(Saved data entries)
↓

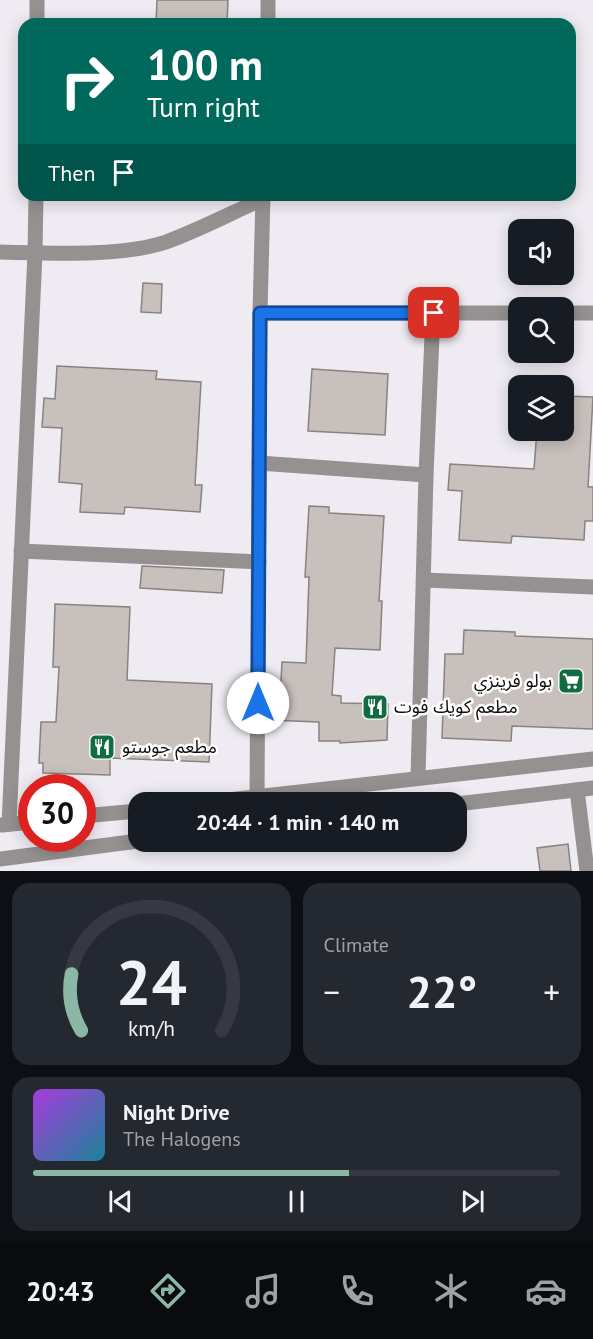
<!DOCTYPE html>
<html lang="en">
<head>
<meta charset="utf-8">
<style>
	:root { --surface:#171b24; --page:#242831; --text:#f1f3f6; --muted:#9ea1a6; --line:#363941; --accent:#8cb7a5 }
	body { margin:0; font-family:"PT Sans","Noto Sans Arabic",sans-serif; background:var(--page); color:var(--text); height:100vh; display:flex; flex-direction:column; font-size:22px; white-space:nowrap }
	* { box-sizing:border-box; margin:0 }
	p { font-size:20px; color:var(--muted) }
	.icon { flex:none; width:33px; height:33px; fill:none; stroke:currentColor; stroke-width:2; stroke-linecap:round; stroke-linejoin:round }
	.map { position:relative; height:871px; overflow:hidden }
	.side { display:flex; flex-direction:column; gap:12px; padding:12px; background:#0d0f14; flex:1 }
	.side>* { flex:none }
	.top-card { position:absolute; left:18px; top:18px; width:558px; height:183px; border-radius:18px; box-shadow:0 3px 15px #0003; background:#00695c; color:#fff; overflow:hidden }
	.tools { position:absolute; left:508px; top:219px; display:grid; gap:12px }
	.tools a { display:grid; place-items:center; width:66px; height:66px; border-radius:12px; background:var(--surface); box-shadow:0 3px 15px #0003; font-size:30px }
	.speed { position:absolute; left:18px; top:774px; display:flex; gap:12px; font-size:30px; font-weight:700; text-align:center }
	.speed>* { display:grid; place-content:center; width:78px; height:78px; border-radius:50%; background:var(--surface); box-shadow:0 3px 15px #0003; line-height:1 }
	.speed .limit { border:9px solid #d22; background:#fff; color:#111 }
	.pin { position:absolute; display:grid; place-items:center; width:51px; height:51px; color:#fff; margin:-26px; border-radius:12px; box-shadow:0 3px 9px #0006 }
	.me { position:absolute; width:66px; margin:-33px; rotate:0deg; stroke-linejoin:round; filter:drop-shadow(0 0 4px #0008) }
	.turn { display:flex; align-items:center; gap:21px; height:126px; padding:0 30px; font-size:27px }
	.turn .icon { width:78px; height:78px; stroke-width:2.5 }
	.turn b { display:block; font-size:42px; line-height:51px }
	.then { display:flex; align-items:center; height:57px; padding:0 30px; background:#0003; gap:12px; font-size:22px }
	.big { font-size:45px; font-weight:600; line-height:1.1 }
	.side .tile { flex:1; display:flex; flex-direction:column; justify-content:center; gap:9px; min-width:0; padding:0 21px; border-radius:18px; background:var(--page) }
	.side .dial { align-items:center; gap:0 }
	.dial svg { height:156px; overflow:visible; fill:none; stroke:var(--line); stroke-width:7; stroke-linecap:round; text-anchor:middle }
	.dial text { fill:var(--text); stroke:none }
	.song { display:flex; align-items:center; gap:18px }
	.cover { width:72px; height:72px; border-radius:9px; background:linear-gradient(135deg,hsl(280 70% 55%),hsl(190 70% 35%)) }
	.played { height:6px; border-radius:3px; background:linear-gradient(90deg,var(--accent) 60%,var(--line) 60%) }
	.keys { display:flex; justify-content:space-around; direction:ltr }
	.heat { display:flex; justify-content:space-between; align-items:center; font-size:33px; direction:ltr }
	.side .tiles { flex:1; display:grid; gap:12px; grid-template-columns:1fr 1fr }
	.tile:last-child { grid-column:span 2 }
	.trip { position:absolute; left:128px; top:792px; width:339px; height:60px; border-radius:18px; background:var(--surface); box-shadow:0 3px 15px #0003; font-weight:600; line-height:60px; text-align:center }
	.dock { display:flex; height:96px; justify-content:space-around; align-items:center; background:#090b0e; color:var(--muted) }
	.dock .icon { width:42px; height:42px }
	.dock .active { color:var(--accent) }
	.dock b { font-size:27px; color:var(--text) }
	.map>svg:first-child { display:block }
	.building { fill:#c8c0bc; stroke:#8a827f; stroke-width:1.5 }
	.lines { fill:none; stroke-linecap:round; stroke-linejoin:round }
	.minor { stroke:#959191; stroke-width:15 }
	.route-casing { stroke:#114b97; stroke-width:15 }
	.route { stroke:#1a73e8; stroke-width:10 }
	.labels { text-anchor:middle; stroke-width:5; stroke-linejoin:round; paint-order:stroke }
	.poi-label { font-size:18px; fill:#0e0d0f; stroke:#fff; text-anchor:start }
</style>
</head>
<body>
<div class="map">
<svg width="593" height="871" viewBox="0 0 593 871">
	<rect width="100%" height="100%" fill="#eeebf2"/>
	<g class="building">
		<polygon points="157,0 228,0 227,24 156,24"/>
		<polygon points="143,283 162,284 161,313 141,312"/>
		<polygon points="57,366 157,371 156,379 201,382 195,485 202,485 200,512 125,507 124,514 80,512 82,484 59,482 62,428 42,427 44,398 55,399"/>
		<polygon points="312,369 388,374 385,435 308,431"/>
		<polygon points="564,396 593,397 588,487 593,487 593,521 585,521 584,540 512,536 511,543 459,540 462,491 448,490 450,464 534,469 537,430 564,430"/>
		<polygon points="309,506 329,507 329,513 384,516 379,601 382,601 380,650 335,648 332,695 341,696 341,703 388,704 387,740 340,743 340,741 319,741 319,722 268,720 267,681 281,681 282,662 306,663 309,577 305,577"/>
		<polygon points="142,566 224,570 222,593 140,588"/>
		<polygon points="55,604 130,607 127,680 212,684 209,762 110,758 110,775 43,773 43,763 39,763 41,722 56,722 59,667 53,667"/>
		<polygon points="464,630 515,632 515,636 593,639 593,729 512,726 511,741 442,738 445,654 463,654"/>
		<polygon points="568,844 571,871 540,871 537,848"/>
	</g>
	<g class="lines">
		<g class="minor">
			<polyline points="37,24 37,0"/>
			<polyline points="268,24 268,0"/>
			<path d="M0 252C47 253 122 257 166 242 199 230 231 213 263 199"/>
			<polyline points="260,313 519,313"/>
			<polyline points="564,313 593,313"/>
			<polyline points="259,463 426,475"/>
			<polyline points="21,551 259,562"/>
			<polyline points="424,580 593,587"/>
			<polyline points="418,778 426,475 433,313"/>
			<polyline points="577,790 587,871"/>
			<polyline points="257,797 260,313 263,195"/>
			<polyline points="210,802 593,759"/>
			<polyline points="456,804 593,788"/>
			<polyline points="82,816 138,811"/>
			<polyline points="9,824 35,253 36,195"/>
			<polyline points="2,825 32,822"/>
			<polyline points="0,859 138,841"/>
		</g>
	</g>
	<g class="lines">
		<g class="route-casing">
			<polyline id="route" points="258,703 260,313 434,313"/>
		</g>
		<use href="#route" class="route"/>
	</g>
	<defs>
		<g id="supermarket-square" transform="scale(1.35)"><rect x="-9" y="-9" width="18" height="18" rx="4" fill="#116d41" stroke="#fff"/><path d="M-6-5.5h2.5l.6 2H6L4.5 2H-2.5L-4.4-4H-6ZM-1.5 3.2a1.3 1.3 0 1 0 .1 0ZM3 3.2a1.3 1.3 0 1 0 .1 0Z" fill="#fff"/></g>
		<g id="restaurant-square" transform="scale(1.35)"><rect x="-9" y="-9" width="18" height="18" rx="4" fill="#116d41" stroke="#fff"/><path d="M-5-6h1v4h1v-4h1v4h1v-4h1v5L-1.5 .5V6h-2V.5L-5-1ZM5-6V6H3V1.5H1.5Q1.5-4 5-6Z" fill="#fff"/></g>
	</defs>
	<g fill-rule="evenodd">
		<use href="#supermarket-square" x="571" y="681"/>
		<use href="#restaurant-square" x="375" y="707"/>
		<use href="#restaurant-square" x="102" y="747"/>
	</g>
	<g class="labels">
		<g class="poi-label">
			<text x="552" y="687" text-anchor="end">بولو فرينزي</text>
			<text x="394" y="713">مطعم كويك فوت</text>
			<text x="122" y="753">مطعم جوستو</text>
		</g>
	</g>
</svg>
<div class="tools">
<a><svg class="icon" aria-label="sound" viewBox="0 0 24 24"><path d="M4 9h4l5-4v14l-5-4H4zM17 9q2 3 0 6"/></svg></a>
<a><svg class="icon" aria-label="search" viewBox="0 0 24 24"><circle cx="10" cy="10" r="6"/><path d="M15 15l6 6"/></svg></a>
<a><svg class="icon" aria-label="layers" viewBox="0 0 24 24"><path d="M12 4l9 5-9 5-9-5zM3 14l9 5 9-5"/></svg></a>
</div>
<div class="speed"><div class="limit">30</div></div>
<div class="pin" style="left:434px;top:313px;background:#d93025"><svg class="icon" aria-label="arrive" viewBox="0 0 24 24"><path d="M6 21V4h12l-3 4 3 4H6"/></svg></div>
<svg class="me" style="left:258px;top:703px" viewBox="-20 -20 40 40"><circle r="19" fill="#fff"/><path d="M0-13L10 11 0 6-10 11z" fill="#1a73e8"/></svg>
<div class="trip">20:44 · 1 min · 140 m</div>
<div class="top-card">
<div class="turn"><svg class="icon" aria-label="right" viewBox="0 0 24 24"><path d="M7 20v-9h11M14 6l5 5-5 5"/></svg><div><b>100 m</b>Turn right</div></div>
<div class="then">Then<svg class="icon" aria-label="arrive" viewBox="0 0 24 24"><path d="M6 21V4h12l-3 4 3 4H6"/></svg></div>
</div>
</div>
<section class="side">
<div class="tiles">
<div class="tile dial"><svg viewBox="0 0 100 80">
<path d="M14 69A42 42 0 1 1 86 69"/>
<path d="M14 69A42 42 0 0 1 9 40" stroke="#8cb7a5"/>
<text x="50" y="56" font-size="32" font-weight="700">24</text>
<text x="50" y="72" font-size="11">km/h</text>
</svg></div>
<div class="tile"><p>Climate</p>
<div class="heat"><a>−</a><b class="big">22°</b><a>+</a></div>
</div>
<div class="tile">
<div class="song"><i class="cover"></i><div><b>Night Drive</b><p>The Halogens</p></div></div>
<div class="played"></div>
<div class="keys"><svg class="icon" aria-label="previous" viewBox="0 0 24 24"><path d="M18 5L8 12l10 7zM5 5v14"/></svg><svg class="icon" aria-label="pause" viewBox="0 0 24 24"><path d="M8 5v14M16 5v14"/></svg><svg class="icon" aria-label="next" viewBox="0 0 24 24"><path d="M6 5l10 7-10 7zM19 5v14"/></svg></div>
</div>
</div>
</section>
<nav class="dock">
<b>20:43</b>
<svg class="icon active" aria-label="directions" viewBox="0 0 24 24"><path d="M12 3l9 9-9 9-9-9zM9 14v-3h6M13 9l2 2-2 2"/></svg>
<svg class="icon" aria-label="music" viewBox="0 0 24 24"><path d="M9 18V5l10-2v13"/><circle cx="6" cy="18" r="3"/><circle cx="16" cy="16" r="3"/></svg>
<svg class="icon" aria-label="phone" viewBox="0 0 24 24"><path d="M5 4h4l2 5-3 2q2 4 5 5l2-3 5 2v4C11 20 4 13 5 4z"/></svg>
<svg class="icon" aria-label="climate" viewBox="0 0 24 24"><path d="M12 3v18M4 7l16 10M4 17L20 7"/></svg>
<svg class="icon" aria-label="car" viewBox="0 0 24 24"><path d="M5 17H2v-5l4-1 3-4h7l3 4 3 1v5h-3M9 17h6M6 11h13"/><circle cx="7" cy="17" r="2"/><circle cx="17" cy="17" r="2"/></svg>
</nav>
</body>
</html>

↑

__To do__
Proceeding from the line containing "position:absolute; left:18px; top:774px;" through the line containing "display:flex; justify-content:space-around; direction:ltr", transcribe the lines above exactly, both end lines included.

__Answer to this task__
	.speed { position:absolute; left:18px; top:774px; display:flex; gap:12px; font-size:30px; font-weight:700; text-align:center }
	.speed>* { display:grid; place-content:center; width:78px; height:78px; border-radius:50%; background:var(--surface); box-shadow:0 3px 15px #0003; line-height:1 }
	.speed .limit { border:9px solid #d22; background:#fff; color:#111 }
	.pin { position:absolute; display:grid; place-items:center; width:51px; height:51px; color:#fff; margin:-26px; border-radius:12px; box-shadow:0 3px 9px #0006 }
	.me { position:absolute; width:66px; margin:-33px; rotate:0deg; stroke-linejoin:round; filter:drop-shadow(0 0 4px #0008) }
	.turn { display:flex; align-items:center; gap:21px; height:126px; padding:0 30px; font-size:27px }
	.turn .icon { width:78px; height:78px; stroke-width:2.5 }
	.turn b { display:block; font-size:42px; line-height:51px }
	.then { display:flex; align-items:center; height:57px; padding:0 30px; background:#0003; gap:12px; font-size:22px }
	.big { font-size:45px; font-weight:600; line-height:1.1 }
	.side .tile { flex:1; display:flex; flex-direction:column; justify-content:center; gap:9px; min-width:0; padding:0 21px; border-radius:18px; background:var(--page) }
	.side .dial { align-items:center; gap:0 }
	.dial svg { height:156px; overflow:visible; fill:none; stroke:var(--line); stroke-width:7; stroke-linecap:round; text-anchor:middle }
	.dial text { fill:var(--text); stroke:none }
	.song { display:flex; align-items:center; gap:18px }
	.cover { width:72px; height:72px; border-radius:9px; background:linear-gradient(135deg,hsl(280 70% 55%),hsl(190 70% 35%)) }
	.played { height:6px; border-radius:3px; background:linear-gradient(90deg,var(--accent) 60%,var(--line) 60%) }
	.keys { display:flex; justify-content:space-around; direction:ltr }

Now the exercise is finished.